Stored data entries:
^^^^^^^^

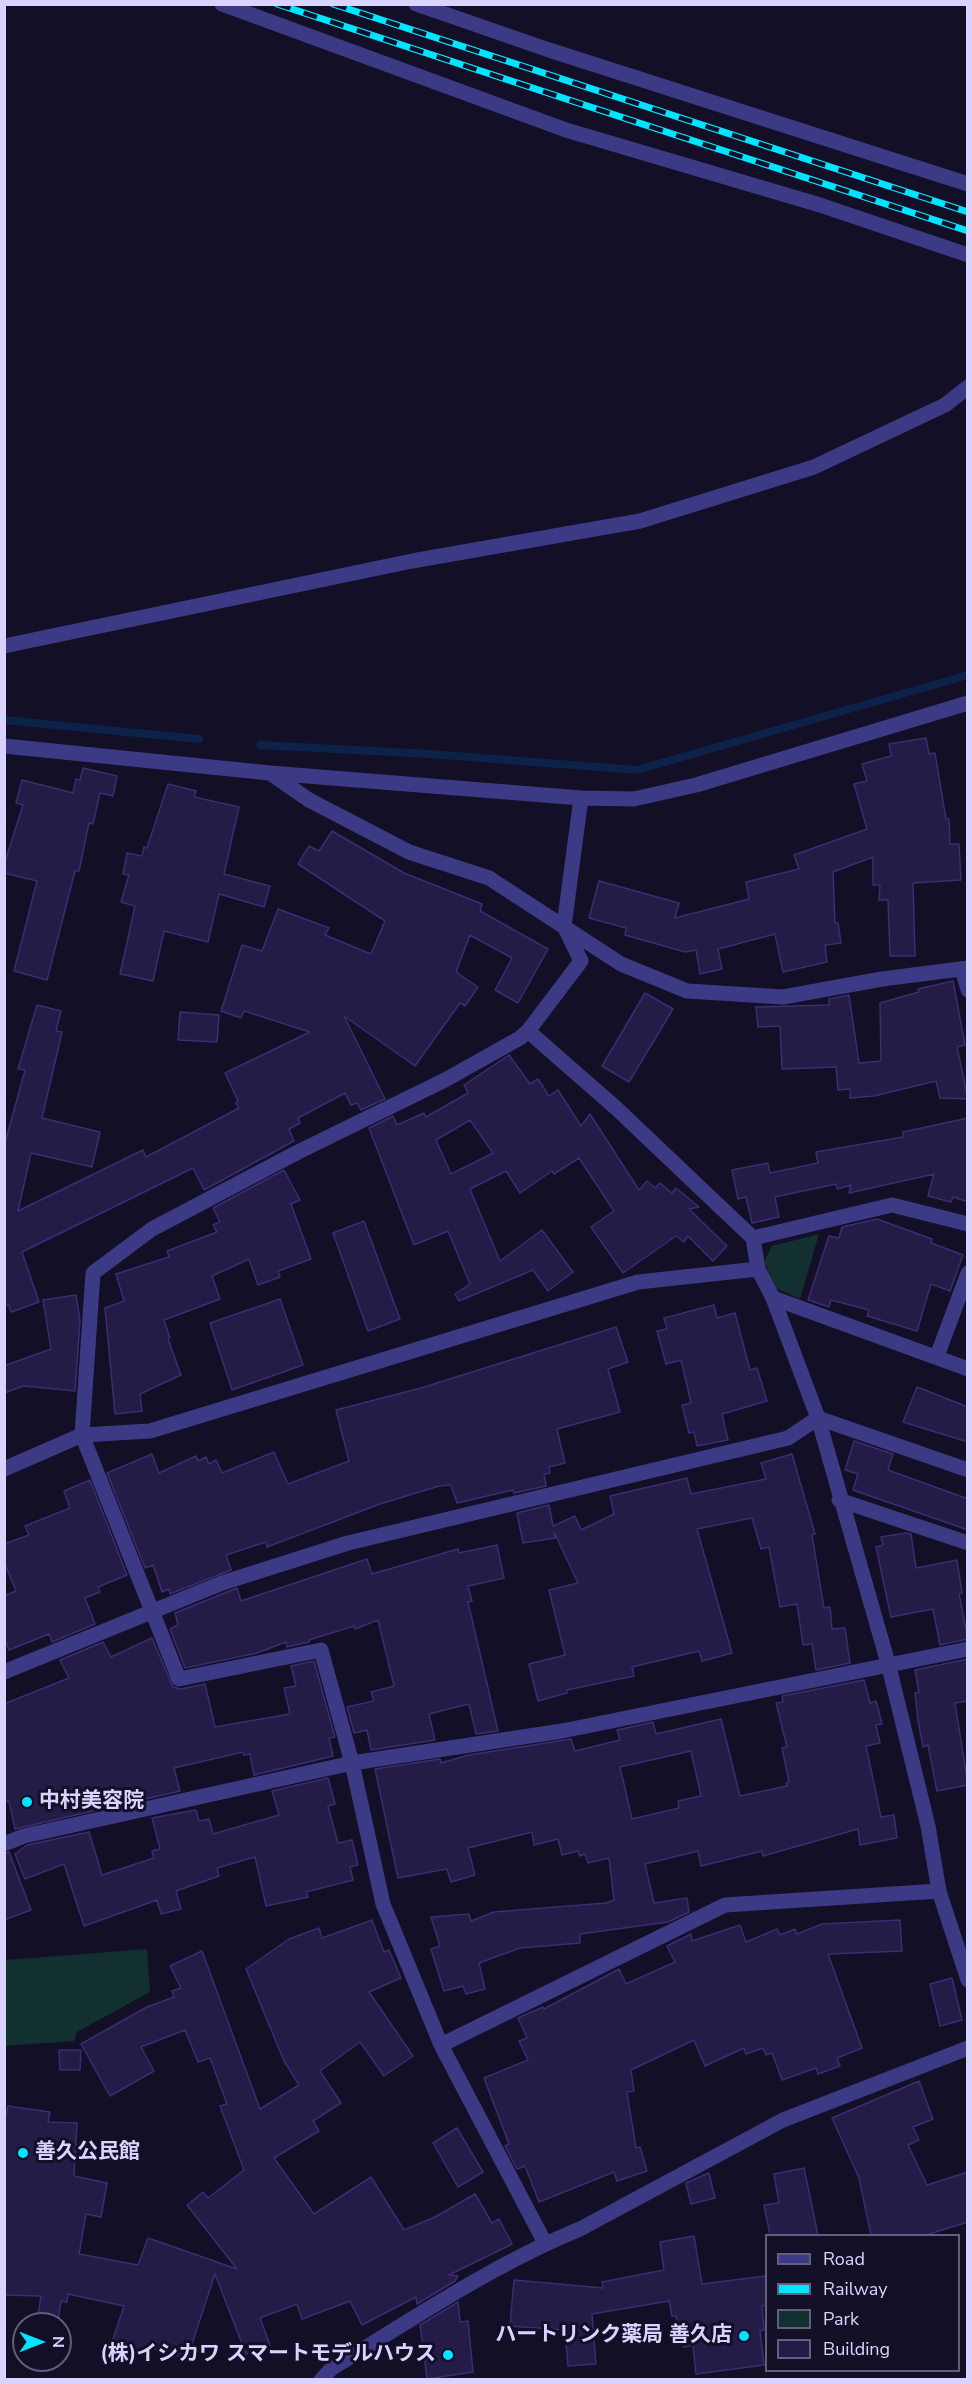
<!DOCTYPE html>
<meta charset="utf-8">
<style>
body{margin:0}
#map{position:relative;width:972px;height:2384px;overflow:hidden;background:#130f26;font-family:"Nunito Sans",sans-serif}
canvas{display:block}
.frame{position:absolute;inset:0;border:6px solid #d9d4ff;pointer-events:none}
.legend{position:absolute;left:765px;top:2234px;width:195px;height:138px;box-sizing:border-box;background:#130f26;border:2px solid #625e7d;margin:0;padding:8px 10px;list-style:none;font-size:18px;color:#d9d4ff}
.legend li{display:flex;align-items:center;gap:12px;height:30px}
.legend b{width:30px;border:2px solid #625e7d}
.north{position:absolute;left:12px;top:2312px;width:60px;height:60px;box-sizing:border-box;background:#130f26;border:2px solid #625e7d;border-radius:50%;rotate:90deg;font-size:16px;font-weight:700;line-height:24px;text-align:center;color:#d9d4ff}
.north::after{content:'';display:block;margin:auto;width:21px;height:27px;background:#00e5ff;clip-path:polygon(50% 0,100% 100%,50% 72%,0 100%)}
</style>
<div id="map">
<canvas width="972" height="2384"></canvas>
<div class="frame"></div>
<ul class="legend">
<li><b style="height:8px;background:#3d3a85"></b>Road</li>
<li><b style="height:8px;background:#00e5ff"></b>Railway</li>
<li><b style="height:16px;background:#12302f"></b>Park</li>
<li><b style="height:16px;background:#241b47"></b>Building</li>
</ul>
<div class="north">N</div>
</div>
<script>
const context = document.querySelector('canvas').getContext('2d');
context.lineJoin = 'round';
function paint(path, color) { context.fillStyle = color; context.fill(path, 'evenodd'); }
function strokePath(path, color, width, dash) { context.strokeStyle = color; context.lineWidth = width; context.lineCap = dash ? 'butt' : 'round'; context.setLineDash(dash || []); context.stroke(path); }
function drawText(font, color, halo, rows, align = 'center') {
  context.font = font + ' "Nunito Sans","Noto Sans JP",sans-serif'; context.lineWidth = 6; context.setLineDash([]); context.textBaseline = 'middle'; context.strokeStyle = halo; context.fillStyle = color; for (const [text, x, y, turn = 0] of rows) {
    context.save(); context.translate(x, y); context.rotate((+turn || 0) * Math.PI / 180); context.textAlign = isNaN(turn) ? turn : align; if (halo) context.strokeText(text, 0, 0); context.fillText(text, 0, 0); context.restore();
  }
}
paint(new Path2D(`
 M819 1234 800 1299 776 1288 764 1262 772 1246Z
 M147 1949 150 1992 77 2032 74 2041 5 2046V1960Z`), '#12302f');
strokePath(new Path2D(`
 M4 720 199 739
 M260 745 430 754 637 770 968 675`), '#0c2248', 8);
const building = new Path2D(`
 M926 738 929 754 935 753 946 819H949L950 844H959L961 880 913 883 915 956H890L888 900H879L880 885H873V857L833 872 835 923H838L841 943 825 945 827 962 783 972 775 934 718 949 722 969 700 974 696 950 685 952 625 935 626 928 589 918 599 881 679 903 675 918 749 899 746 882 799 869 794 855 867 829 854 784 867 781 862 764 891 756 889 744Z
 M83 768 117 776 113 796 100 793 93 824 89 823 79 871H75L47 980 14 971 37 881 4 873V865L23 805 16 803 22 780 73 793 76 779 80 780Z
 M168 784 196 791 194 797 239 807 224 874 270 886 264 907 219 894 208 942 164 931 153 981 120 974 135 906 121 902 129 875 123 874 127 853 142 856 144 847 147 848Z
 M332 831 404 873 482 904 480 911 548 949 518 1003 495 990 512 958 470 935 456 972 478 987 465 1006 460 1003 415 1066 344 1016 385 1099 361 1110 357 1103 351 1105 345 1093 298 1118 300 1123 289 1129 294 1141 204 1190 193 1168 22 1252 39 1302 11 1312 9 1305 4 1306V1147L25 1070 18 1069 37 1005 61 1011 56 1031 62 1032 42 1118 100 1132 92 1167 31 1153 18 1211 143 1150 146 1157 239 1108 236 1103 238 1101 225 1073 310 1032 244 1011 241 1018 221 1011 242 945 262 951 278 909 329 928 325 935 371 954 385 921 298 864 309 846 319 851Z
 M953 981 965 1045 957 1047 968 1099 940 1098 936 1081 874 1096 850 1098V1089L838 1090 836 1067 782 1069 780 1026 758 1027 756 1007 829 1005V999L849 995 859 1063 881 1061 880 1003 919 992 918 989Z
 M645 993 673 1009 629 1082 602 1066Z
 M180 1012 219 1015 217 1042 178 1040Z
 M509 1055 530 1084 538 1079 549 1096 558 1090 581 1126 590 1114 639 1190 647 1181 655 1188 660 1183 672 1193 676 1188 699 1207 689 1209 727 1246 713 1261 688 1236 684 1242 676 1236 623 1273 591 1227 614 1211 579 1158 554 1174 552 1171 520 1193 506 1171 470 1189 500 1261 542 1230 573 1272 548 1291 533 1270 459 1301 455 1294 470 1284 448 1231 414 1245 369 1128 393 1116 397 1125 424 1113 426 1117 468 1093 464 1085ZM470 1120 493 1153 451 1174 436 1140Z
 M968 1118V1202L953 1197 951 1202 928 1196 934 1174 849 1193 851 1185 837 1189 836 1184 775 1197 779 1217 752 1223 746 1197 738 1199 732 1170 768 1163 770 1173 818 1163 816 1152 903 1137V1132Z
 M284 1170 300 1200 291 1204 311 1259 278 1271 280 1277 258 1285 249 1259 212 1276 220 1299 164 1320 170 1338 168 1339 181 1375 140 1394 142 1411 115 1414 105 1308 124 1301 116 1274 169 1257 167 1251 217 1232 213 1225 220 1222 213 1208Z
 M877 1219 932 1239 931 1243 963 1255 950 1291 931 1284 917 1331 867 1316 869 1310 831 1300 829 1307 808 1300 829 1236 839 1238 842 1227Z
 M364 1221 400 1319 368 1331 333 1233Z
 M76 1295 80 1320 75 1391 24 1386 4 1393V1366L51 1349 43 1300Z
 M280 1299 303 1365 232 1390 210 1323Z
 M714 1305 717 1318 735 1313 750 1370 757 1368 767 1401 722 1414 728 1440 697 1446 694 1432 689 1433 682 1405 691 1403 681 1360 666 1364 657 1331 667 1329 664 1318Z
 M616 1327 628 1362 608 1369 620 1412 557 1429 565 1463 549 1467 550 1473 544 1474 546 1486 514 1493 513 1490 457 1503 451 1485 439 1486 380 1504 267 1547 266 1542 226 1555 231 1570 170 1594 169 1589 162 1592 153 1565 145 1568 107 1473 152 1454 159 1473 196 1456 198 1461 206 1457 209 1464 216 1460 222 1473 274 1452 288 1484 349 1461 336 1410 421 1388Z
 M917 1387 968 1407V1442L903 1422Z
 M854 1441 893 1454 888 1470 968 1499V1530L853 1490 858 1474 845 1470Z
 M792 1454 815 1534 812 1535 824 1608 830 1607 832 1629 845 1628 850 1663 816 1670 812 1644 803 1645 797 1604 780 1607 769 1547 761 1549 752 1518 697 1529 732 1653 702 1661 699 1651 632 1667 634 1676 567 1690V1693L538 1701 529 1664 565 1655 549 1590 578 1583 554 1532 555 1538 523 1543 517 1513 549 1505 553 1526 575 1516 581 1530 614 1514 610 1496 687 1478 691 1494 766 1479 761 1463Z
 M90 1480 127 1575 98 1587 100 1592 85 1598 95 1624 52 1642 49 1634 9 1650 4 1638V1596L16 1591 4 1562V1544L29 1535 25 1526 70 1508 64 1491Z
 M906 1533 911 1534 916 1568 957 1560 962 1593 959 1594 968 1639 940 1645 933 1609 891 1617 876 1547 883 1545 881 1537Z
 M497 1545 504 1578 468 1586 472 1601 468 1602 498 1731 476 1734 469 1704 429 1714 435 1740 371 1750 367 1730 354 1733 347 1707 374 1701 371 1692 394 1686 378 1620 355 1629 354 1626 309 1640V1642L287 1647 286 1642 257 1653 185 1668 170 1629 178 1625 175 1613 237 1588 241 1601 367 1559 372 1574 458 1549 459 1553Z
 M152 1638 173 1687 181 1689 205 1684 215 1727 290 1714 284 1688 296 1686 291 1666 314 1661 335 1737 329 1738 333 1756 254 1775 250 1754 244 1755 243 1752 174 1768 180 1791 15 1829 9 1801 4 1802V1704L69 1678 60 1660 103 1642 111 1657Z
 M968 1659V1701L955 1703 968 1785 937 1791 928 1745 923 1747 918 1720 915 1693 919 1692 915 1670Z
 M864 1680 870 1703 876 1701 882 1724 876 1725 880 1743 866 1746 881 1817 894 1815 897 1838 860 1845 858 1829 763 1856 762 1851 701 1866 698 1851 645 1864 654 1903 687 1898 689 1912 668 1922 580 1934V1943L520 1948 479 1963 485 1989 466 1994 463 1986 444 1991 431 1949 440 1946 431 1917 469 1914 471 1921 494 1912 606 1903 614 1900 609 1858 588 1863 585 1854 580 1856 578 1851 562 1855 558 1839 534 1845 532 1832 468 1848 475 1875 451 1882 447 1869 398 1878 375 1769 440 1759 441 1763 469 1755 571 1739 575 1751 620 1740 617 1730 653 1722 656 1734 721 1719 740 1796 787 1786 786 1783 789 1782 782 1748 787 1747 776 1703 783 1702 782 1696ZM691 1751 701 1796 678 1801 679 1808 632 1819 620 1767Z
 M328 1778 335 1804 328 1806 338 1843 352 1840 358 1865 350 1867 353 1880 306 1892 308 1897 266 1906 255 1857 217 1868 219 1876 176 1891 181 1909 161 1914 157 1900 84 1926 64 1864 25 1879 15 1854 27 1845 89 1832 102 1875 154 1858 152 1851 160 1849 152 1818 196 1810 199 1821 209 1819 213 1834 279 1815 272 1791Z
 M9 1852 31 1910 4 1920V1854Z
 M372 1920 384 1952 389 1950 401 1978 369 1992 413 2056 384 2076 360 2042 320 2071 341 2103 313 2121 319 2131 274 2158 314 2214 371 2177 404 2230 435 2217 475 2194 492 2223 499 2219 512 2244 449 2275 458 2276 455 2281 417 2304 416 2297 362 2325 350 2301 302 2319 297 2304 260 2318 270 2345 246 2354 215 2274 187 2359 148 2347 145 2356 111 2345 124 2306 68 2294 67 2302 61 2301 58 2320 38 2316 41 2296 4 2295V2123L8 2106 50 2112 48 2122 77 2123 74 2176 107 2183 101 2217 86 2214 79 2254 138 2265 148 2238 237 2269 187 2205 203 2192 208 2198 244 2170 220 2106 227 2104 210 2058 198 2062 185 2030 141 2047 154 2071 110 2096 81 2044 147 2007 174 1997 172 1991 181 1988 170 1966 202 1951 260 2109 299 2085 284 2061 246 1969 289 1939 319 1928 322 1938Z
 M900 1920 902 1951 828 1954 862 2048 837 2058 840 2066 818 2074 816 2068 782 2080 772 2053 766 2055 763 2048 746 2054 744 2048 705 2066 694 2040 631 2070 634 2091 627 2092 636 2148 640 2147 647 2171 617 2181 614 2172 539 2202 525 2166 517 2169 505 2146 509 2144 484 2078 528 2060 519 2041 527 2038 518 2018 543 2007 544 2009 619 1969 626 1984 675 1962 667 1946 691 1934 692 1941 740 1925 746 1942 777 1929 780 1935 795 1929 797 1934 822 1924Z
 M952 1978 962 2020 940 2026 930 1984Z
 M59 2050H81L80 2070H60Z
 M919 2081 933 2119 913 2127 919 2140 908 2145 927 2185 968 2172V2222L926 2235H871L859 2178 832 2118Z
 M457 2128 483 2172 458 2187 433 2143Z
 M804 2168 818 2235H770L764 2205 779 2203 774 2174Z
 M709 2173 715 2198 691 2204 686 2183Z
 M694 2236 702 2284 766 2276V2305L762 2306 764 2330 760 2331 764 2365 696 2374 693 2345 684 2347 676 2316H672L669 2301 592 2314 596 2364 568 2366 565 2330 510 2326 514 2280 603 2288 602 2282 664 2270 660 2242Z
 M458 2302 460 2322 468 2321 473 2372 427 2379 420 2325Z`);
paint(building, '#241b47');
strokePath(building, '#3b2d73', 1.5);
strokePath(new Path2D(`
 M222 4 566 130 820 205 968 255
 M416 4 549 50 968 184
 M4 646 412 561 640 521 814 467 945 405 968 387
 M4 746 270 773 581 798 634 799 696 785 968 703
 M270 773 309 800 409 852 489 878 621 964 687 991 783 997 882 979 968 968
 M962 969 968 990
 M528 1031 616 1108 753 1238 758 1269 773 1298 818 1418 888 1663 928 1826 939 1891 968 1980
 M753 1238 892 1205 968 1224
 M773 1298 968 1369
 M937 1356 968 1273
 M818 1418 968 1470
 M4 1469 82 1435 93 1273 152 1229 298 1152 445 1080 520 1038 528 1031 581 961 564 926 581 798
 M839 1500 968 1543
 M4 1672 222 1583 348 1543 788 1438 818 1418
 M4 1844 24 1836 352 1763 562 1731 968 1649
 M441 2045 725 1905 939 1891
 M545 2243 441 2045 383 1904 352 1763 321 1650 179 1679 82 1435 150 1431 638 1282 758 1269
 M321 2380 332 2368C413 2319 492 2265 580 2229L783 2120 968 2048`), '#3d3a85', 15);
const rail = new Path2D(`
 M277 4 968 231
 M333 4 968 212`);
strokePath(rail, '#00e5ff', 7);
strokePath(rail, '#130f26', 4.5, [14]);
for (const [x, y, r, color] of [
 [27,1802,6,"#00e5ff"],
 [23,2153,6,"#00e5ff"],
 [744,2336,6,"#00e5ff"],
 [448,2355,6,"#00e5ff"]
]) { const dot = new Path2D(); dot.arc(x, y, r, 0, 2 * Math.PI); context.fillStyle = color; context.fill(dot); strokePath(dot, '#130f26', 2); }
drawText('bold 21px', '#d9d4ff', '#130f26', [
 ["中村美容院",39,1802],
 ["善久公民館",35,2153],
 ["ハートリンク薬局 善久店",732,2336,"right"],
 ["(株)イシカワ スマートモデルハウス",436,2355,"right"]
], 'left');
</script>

^^^^^^^^

What you will do:
Repeat word for word the lines running from the line containing "M818 1418 968 1470" to the end of the entries above, inclusive.

Answer:
 M818 1418 968 1470
 M4 1469 82 1435 93 1273 152 1229 298 1152 445 1080 520 1038 528 1031 581 961 564 926 581 798
 M839 1500 968 1543
 M4 1672 222 1583 348 1543 788 1438 818 1418
 M4 1844 24 1836 352 1763 562 1731 968 1649
 M441 2045 725 1905 939 1891
 M545 2243 441 2045 383 1904 352 1763 321 1650 179 1679 82 1435 150 1431 638 1282 758 1269
 M321 2380 332 2368C413 2319 492 2265 580 2229L783 2120 968 2048`), '#3d3a85', 15);
const rail = new Path2D(`
 M277 4 968 231
 M333 4 968 212`);
strokePath(rail, '#00e5ff', 7);
strokePath(rail, '#130f26', 4.5, [14]);
for (const [x, y, r, color] of [
 [27,1802,6,"#00e5ff"],
 [23,2153,6,"#00e5ff"],
 [744,2336,6,"#00e5ff"],
 [448,2355,6,"#00e5ff"]
]) { const dot = new Path2D(); dot.arc(x, y, r, 0, 2 * Math.PI); context.fillStyle = color; context.fill(dot); strokePath(dot, '#130f26', 2); }
drawText('bold 21px', '#d9d4ff', '#130f26', [
 ["中村美容院",39,1802],
 ["善久公民館",35,2153],
 ["ハートリンク薬局 善久店",732,2336,"right"],
 ["(株)イシカワ スマートモデルハウス",436,2355,"right"]
], 'left');
</script>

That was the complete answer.